In hindsight, much of his success can be attributed to no-brainer calls.  In fact, I dabbled in Chinese stocks and SPACs before coming to the same conclusions – although mine were long versus short positions.  During this early period, his self-reported results weren’t too shabby – as far as they go.  Short campaigns generally have a finite goal – an imbalance based on financials, operational metrics and/or valuation.  Rarely are they open-ended or calendar-based as his results portray.  Costs associated with his calls are not reflected – both borrowing and carrying.  Notably, he doesn’t even reference the short interest his selections have or the level of difficulty in obtaining shares to borrow.

In a nutshell, Edwin has a knack for identifying a position but closing or rolling it is left to the subscriber.  He self-reported results in 2021 and 2022 with the report card being:

This only reflects deep dives for paying customers, although mentions/criticisms across the entire platform don’t significantly alter these numbers per my investigation.

His first full year was 2020 but the mentions and deep dives are intermixed as his current format was a work in progress. 

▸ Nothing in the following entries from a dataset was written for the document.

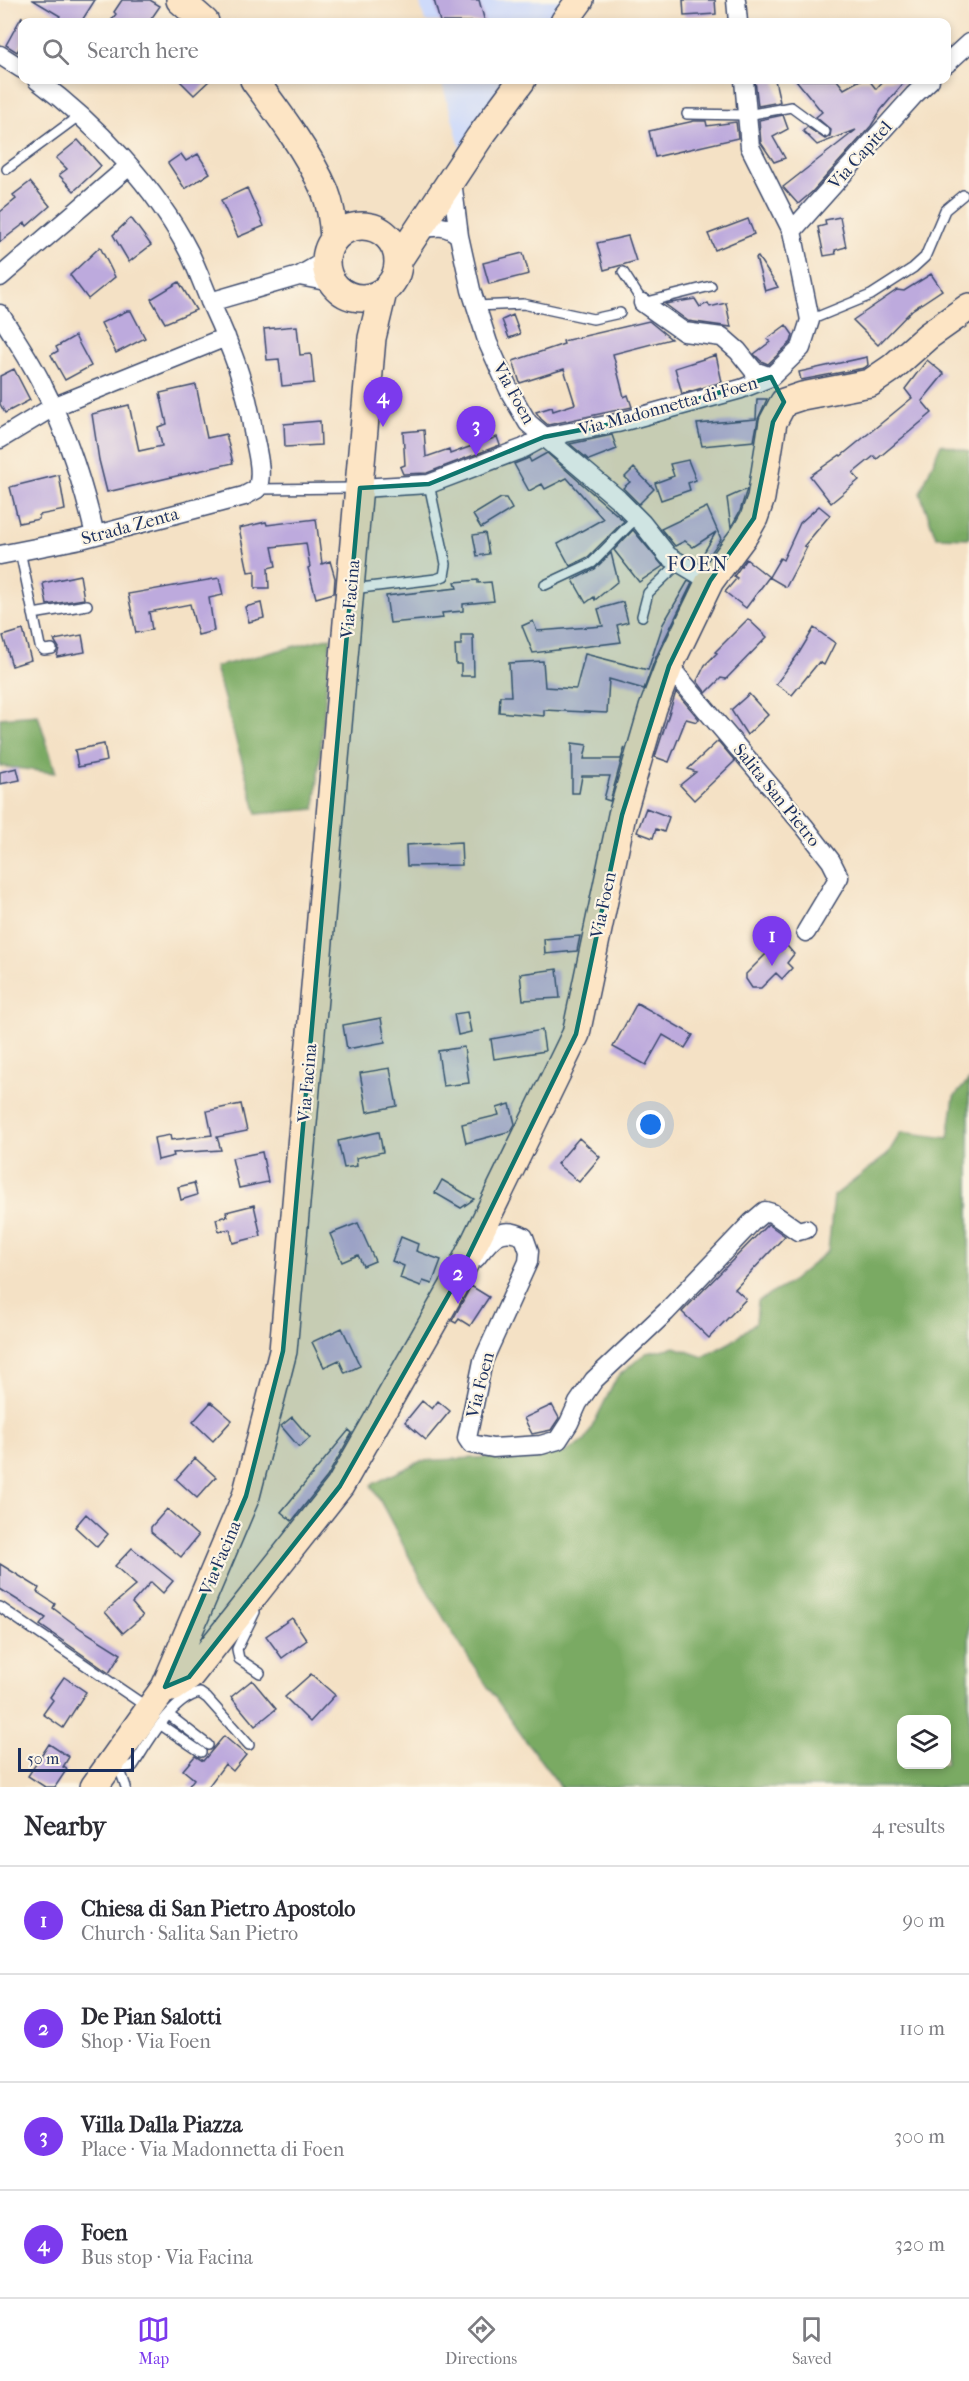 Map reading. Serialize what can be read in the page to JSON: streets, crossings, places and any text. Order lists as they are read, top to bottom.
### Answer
{
  "streets": {
    "main road": ["Via Foen", "Via Facina"],
    "street": [
      "Via Capitel",
      "Via Madonnetta di Foen",
      "Strada Zenta",
      "Salita San Pietro"
    ]
  },
  "crossings": [
    ["Via Foen", "Via Madonnetta di Foen"],
    ["Via Foen", "Via Facina"],
    ["Via Foen", "Salita San Pietro"],
    ["Via Madonnetta di Foen", "Via Facina"]
  ],
  "districts": ["FOEN"],
  "scale_bar": "50 m",
  "page": {
    "search": "Search here",
    "pins": [
      "4",
      "3",
      "1",
      "2"
    ],
    "scale": "50 m",
    "heading": ["Nearby", "4 results"],
    "list": [
      {
        "mark": "1",
        "name": "Chiesa di San Pietro Apostolo",
        "note": "Church · Salita San Pietro",
        "value": "90 m"
      },
      {
        "mark": "2",
        "name": "De Pian Salotti",
        "note": "Shop · Via Foen",
        "value": "110 m"
      },
      {
        "mark": "3",
        "name": "Villa Dalla Piazza",
        "note": "Place · Via Madonnetta di Foen",
        "value": "300 m"
      },
      {
        "mark": "4",
        "name": "Foen",
        "note": "Bus stop · Via Facina",
        "value": "320 m"
      }
    ],
    "nav": ["Map", "Directions", "Saved"]
  }
} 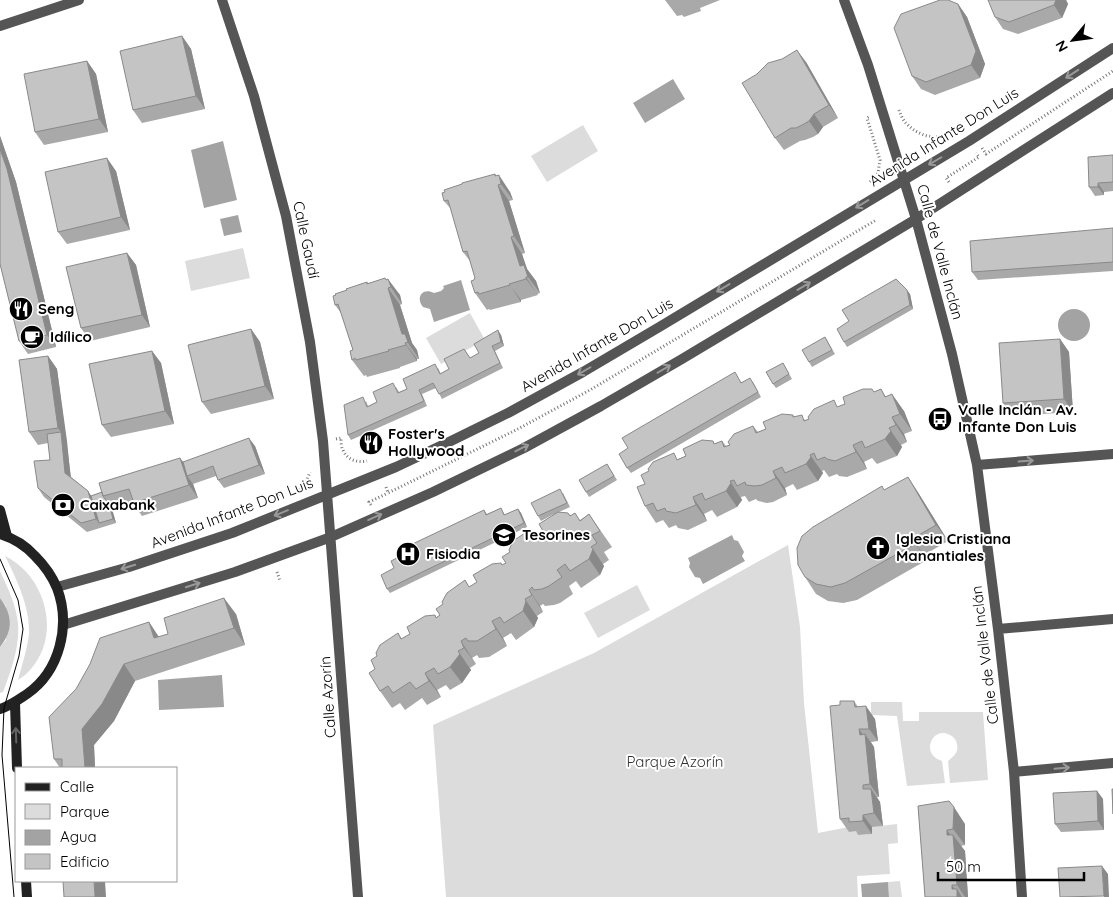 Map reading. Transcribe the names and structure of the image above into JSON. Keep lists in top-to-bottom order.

One caveat to the 2020 numbers – he was premature on at least three of the issues by two years.  But being ultimately correct doesn’t necessarily make the short trade profitable.

It was a different story in 2023 and YTD 2024.  A little bit of historical normalcy in the economy doesn’t appear to translate nicely to Bear Cave theses. 

 In case you’re wondering, Edwin’s track record with DGI stocks is abysmal losing 6 of 8 times when reporting against the ones in my portfolio.  The two he won – HSY has commodity pricing constraints (a not reported follow up is under water) and Amalgamated Bank called off a merger. (negatives DGI won, Bear Cave lost)

In summary, our opinion is Edwin’s SCO marketing prowess doesn’t translate into results worthy of the premium subscription fee required ($640 annually).  Hitting his zenith in 2021, it’s been a downhill slog since. Frankly, we’d invest the subscription fee into dividend paying stocks rewarding you via compounding.

Have a good week!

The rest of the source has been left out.